MLB Advanced Media is one of the more than million filed comments against the net neutrality law. You can read the entire thing here. The main crux of the complaint is the creation of “fast lanes” among Broadband ISPs.
In response to a central issue raised in the NPRM, we urge the Commission to prohibit Broadband ISPs from charging Internet content distributors (“Edge Providers”) for faster or otherwise preferential delivery o f content to American consumers.
Fast lanes would serve only one purpose: for Broadband ISPs to receive an economic windfall. American consumers would be worse off as the costs of fast lanes are passed along to them in new fees or charges where there were none, or higher fees or charges where they existed.

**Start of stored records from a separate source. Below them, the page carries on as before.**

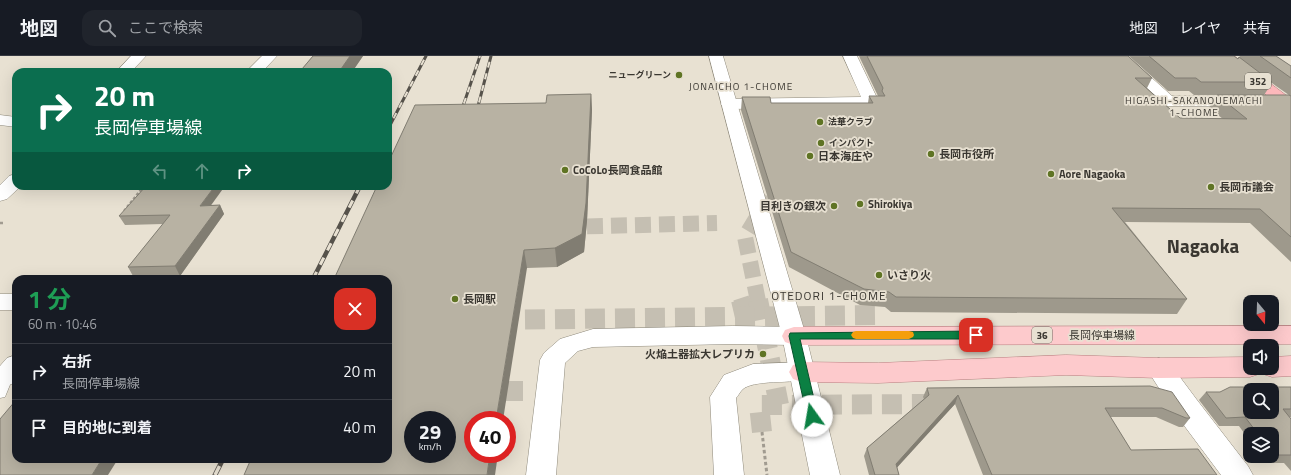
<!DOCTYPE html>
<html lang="ja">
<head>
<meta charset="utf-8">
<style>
	body { margin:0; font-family:"Titillium Web","Noto Sans JP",sans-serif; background:#20242c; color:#f1f3f6; height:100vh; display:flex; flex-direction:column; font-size:15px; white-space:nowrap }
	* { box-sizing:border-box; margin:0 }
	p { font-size:13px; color:#9ea1a6 }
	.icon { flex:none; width:22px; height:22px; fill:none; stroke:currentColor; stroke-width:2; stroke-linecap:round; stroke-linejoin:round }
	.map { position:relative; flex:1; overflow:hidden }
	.sheet { position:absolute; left:12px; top:219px; width:380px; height:188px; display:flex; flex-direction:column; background:#171b24; border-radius:12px; box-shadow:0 4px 16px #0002 }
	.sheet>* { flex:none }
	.top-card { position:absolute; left:12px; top:12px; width:380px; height:122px; border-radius:12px; box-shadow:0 4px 16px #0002; background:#0b6e4f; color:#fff; overflow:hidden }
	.needle { width:26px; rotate:161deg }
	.tools { position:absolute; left:1243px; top:239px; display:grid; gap:8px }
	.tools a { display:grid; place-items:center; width:36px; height:36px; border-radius:8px; background:#171b24; box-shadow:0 4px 16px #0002; font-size:20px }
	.speed { position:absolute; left:404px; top:355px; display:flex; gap:8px; font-size:20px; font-weight:700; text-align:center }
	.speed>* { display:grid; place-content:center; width:52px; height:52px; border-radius:50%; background:#171b24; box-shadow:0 4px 16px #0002; line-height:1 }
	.speed small { font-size:10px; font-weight:400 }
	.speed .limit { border:6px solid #d22; background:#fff; color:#111 }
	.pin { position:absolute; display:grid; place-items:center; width:34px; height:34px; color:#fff; margin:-17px; border-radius:8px; box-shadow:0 2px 6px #0006 }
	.me { position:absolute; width:44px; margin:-22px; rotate:347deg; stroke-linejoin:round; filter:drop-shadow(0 0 3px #0008) }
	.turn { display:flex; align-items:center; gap:14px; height:84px; padding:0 16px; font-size:18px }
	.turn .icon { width:52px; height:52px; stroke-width:2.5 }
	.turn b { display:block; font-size:28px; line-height:34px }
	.lanes { display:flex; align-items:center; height:38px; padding:0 16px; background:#0003; justify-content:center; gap:20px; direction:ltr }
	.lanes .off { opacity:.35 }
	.round { display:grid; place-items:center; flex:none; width:42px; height:42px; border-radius:12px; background:#20242c }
	.headline { display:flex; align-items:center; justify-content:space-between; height:68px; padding:0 16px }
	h1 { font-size:24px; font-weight:700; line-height:30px; color:#1e9e55 }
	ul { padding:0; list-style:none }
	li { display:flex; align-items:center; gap:12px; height:56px; padding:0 16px; border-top:1px solid #363941 }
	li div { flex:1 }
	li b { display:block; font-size:15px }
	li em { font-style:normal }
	header { display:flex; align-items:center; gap:24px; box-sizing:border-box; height:56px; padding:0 20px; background:#171b24; border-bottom:1px solid #363941 }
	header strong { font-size:19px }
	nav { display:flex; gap:22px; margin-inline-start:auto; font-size:14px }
	.search { width:280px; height:36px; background:#20242c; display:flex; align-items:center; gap:10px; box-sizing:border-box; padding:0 14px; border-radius:12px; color:#9ea1a6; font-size:15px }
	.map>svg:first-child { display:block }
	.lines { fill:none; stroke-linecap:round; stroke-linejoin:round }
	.pedestrian-tunnel-far1 { stroke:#c5bfb2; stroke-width:16; stroke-dasharray:16 8; stroke-linecap:butt }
	.pedestrian-tunnel { stroke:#c5bfb2; stroke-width:20; stroke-dasharray:20 10; stroke-linecap:butt }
	.service-casing { stroke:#8f8a7c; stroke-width:1 }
	.minor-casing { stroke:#8f8a7c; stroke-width:1 }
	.tertiary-casing { stroke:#8f8a7c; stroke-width:1 }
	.primary-casing { stroke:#b87f80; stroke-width:1 }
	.trunk-casing { stroke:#b87f80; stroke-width:1 }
	.path-far1 { stroke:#a19b90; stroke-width:2.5; stroke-dasharray:3 2; stroke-linecap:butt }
	.path { stroke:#a19b90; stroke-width:3; stroke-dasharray:3.5 2.5; stroke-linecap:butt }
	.service { fill:#fff; fill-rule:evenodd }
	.minor { fill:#fff; fill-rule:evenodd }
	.tertiary { fill:#fff; fill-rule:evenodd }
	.primary { fill:#fdcacc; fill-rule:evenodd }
	.trunk { fill:#fcb8bb; fill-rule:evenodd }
	.rail-far2-casing { stroke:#56524b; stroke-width:3 }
	.rail-far1-casing { stroke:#56524b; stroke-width:4.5 }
	.rail-casing { stroke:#56524b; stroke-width:5 }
	.rail-far2 { stroke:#e8e1d2; stroke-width:2; stroke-dasharray:6; stroke-linecap:butt }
	.rail-far1 { stroke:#e8e1d2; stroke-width:3; stroke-dasharray:8; stroke-linecap:butt }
	.rail { stroke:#e8e1d2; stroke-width:3.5; stroke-dasharray:10; stroke-linecap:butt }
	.wall { fill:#9e998c; fill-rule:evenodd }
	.shaded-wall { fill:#817d72 }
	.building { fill:#b8b2a3; stroke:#817d72; fill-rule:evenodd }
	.route { fill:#0b8043; stroke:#07532c }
	.slow { fill:#f59e0b }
	.poi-dot { fill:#5f7424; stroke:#e8e1d2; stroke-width:1.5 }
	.labels { text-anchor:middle; stroke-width:3.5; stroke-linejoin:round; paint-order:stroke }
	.far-poi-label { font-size:9px; font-weight:bold; fill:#3a3731; stroke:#e8e1d2; text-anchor:start }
	.shield { fill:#e8e1d2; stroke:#6e6a61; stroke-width:1 }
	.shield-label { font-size:10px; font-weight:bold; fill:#3a3731 }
	.far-neighbourhood-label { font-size:10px; letter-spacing:1px; fill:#3a3731; stroke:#e8e1d2 }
	.poi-label { font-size:11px; font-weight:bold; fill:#3a3731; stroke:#e8e1d2; text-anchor:start }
	.street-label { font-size:11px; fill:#3a3731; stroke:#e8e1d2 }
	.neighbourhood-label { font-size:12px; letter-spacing:1px; fill:#3a3731; stroke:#e8e1d2 }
	.town-label { font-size:19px; font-weight:bold; fill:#3a3731; stroke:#e8e1d2 }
</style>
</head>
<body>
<header>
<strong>地図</strong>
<div class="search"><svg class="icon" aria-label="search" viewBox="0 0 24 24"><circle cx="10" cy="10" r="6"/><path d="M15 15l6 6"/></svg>ここで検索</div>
<nav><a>地図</a><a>レイヤ</a><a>共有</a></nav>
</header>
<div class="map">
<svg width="1291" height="419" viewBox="0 0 1291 419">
	<rect width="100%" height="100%" fill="#e8e1d2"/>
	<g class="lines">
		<!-- pedestrian-tunnel-far1 -->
		<g class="pedestrian-tunnel-far1">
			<path d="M563,171l154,-4"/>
			<path d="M741,242l1,3"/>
			<path d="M758,245l-13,-64 31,-51h8"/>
		</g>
		<!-- pedestrian-tunnel -->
		<g class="pedestrian-tunnel">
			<path d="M741,244l4,17"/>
			<path d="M758,244l21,105 146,-1"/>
			<path d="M495,264l388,-5"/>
			<path d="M503,335h21"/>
			<path d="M762,376l-3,-27h20"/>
		</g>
		<!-- service casing -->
		<g class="service-casing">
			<path id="service" d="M8,314l5,2 1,3 -9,22 -5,1v-20l3,-6z"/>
		</g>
		<!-- minor casing -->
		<g class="minor-casing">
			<g id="minor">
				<path d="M131,0h15l-15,16h-15z"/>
				<path d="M262,0h15l-15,16h-16z"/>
				<path d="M843,0h14l22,46 -2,3 -6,2 -142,2 -6,-2 -2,-3 2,-3 6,-2 132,-2z"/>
				<path d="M1111,0h16l45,40 119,1v10l-123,-1 -6,-2z"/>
				<path d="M0,59l16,2v10l-16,-2z"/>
				<path d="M16,118v12h5l-14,13 -7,2v-16l9,-9z"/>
				<path d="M733,270l61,1 9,3 3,6 -3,6 -9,3 -61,-1 -140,3 -15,4 -13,12 -9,112h-30l14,-115 4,-7 16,-14 33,-10z"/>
				<path d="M1159,302l9,3 29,39 51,66 5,9h-32l-44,-59 -31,-48 4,-7z"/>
				<path d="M802,306l9,3 4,7 -4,7c-17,5 -59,0 -69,11 -2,2 -4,6 -6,8l8,77h-30l-4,-78 14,-22 29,-11z"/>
			</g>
		</g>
		<!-- tertiary casing -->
		<g class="tertiary-casing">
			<g id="tertiary">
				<path d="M709,0h14l83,280 34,139h-30l-28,-139z"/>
				<rect x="0" y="238" width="16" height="16"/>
				<path d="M16,299v27l-16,7v-23l7,-8z"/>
			</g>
		</g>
		<!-- primary casing -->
		<g class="primary-casing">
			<g id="primary">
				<path d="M1291,270v18l-497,1 -9,-3 -3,-6 3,-6 9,-3z"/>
				<path d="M1066,299l93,3 91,-1v11h22v-11l19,-1v20l-19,1 -9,-3 -2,-4 -2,4 -9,3 -91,1 -93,-3 -188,8 -76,-1 -9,-3 -4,-7 4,-7 9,-3 76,1z"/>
			</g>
		</g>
		<!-- trunk casing -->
		<g class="trunk-casing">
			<path id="trunk" d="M1218,0h16l57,43v13l-6,-2z"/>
		</g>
		<!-- path-far1 -->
		<g class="path-far1">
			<path d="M124,155l20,-25"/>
			<path d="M0,167h3"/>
		</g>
		<!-- path -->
		<path class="path" d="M762,376l5,43"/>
		<!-- service -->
		<use href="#service" class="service"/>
		<!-- minor -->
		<use href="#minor" class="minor"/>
		<!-- tertiary -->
		<use href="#tertiary" class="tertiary"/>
		<!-- primary -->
		<use href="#primary" class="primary"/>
		<!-- trunk -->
		<use href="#trunk" class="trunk"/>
		<!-- rail-far2 casing -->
		<g class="rail-far2-casing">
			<g id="rail-far2">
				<path d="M476,58l15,-58"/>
				<path d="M460,59l20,-59"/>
				<path d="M388,73l38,-73"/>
			</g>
		</g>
		<!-- rail-far1 casing -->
		<g class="rail-far1-casing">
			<path id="rail-far1" d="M313,223l47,-93"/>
		</g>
		<!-- rail casing -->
		<g class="rail-casing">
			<path id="rail" d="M215,419l8,-16"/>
		</g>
		<!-- rail-far2 -->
		<use href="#rail-far2" class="rail-far2"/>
		<!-- rail-far1 -->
		<use href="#rail-far1" class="rail-far1"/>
		<!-- rail -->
		<use href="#rail" class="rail"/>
	</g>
	<!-- wall -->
	<g class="wall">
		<path d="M313,0h50l-11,16h-49l-1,-3z"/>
		<path d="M859,0h269l24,22 -5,10 33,30 43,1 -14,-11 8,-13h-23l-5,-4h-21l-39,-35h105l4,3 2,-3h36l15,10v30h-2h2v166l-41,-39 -125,-1 62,77 -10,15 -286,-2 -6,-5 -25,-2 -71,-38 -48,-157 1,-13 29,6h97l1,-7h9zM1272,27l4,3 13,9h-25z"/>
		<path d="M591,38l1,16 -5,111 -3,31 -27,15 -30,1 -283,207 302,-372z"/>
		<path d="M211,149h9l4,9 -44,62h-47l-5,-9 35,-43 -38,1 -6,-9z"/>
		<path d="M1150,330l40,32 -7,9h-4l-23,-10h-46l21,33 86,25h-234l-28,-71 -58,63 2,8h-30l-5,-19 3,-8 57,-49 -1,-2 4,-9z"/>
		<path d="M1291,331v30h-1l1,2v52l-7,-8h-17l-5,-7h10v-22h-22v7l-11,-15h-20l-20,-26 7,-8h14z"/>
	</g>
	<!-- shaded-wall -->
	<g class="shaded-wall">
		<path d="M350,0h13l-11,16h-10l-1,-3z"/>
		<path d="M591,38l1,16 -5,111 -3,31 -27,15 -2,-19z"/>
		<path d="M215,130h10l-21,29 -4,-9z"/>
		<path d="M220,149l4,9 -44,62 -5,-10z"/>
		<path d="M524,194l3,18 -24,152h-7z"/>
		<path d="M958,339l-3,9 -62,68 3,-8z"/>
		<path d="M490,398h8l-3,21h-8z"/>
		<path d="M102,403h16l-10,16h-16z"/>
	</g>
	<!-- building -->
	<g class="building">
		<path d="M313,0h37l-9,13h-39z"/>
		<path d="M867,0h261l24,22h-17l45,40 67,1 -30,-24h72l2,1v141l-31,-28 -148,-1 75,91 -291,-2 -7,-5 -25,-3 -73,-37 -49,-155h28l1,6h102l-4,-7h16l-3,-5 1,-3z"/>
		<path d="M1149,0h85l4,3 1,-2 33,25h-71l-5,-4h-21z"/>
		<path d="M1260,0h16l15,10v12z"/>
		<path d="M591,38l-5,109 -4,31 -27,14 -31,2 -28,170h-23v34h17l-3,21h-243l7,-16h137v-180h-54l43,-93h11v-23l27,-58 131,-2 1,-8zM413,364h34v34h-34z"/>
		<path d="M146,130h69l-15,20 20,-1 -45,61 -47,1 42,-52 -51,1z"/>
		<path d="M1150,330l22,6 18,26h-4l-24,-10h-57l26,42 67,-1 19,26h-225l-34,-80 -62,69 3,11h-24l-8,-27 62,-53 -2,-7z"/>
		<path d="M1230,331h61v22h-8l8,10v36h-17l-2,-4v-17h-14l-13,-17 -19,1 -20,-26h14zM1250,334h22v22h-22z"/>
		<path d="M16,344v59h86l-10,16h-92v-56z"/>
	</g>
	<!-- route -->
	<path class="route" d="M976,275l3,1 2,3 -2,3 -3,1h-176l18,77 -2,3 -4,2 -4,-2 -1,-3 -18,-80 1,-3z"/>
	<!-- slow -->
	<path class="slow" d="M856,275h53l4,1 1,3 -1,2 -4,2h-53l-3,-1 -2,-3 2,-3z"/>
	<!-- markers -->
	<g class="poi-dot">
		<circle cx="679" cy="19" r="4"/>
		<circle cx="820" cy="66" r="4"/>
		<circle cx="821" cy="87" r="4"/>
		<circle cx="931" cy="98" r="4"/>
		<circle cx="810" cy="100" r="4"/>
		<circle cx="565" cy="114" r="4"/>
		<circle cx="1051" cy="118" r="4"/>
		<circle cx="1211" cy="131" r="4"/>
		<circle cx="860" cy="148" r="4"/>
		<circle cx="834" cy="150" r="4"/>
		<circle cx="879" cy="219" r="4"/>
		<circle cx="455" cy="243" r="4"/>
		<circle cx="763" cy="298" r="4"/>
	</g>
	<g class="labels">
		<!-- far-poi labels -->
		<g class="far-poi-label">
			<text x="671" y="22" text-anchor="end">ニューグリーン</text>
			<text x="828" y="69">法華クラブ</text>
			<text x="829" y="90">インパクト</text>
		</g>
		<!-- shield labels -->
		<g class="shield">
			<rect x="1245" y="17" width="26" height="16" rx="3"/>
			<rect x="1032" y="271" width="20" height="16" rx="3"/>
		</g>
		<g class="shield-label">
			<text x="1258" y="29">352</text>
			<text x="1042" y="283">36</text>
		</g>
		<!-- far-neighbourhood labels -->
		<g class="far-neighbourhood-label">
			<text x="741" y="34">JONAICHO 1-CHOME</text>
			<text x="1194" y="48">HIGASHI-SAKANOUEMACHI<tspan x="1194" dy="12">1-CHOME</tspan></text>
		</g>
		<!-- poi labels -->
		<g class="poi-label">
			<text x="939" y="102">長岡市役所</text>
			<text x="818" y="104">日本海庄や</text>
			<text x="573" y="118">CoCoLo長岡食品館</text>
			<text x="1059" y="122">Aore Nagaoka</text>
			<text x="1219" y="135">長岡市議会</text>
			<text x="868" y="152">Shirokiya</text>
			<text x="826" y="154" text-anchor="end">目利きの銀次</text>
			<text x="887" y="223">いさり火</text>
			<text x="463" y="247">長岡駅</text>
			<text x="755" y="302" text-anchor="end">火焔土器拡大レプリカ</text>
		</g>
		<!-- street labels -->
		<g class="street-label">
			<text x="1102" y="283">長岡停車場線</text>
		</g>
		<!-- neighbourhood labels -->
		<g class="neighbourhood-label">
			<text x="829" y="244">OTEDORI 1-CHOME</text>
		</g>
		<!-- town labels -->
		<g class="town-label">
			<text x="1203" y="197">Nagaoka</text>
		</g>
	</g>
</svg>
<div class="tools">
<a><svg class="needle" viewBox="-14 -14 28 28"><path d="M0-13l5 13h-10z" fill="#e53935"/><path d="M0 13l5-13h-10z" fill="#9ea1a6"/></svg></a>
<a><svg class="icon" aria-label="sound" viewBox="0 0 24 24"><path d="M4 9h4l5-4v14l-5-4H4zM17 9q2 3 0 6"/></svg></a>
<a><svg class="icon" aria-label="search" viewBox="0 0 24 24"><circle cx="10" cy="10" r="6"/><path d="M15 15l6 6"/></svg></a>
<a><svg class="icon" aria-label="layers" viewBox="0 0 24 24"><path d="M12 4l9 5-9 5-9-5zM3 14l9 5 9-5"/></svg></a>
</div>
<div class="speed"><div>29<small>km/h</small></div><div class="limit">40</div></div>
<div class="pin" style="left:976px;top:279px;background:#d93025"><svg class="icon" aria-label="arrive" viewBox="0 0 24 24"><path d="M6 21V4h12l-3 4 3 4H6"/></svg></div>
<svg class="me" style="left:812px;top:360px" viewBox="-20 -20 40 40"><circle r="19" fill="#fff"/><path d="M0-13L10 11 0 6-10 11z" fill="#0b8043"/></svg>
<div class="top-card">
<div class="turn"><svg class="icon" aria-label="right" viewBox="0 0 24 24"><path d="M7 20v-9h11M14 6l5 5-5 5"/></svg><div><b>20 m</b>長岡停車場線</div></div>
<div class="lanes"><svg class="icon off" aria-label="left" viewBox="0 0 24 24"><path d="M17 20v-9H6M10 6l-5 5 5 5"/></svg><svg class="icon off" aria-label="ahead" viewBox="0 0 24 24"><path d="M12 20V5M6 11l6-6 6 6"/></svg><svg class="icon" aria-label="right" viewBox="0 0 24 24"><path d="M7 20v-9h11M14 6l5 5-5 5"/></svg></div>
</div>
<section class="sheet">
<div class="headline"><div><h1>1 分</h1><p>60 m · 10:46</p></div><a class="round" style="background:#d93025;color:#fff"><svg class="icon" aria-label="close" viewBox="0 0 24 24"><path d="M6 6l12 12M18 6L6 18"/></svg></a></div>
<ul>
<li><svg class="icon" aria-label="right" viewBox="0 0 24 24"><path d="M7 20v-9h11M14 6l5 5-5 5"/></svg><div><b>右折</b><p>長岡停車場線</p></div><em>20 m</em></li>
<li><svg class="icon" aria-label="arrive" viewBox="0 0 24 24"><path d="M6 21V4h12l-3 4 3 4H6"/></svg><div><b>目的地に到着</b></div><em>40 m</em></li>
</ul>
</section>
</div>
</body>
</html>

Fast lanes would create new economic barriers for start-up entrepreneurs and innovators that have been critical to the growth of the Internet economy. As bad, since fast lanes would necessarily mean there are slow lanes, they would amount to “picking winners and losers onlinc,” with Broadband ISPs acting as fast lane “gatekeepers,” precisely the opposite ofthe Commission’s past policy.
Essentially, if there were “fast lanes” they would be able to charge more for the ability to provide them, and that extra cost would be passed on to the consumers. MLB AM is expected to bring in over $800 million this year, so the idea of messing with their cash cow is certainly a motivation here. Still, it’s good to see prominent entities with a stake in this fight the good fight.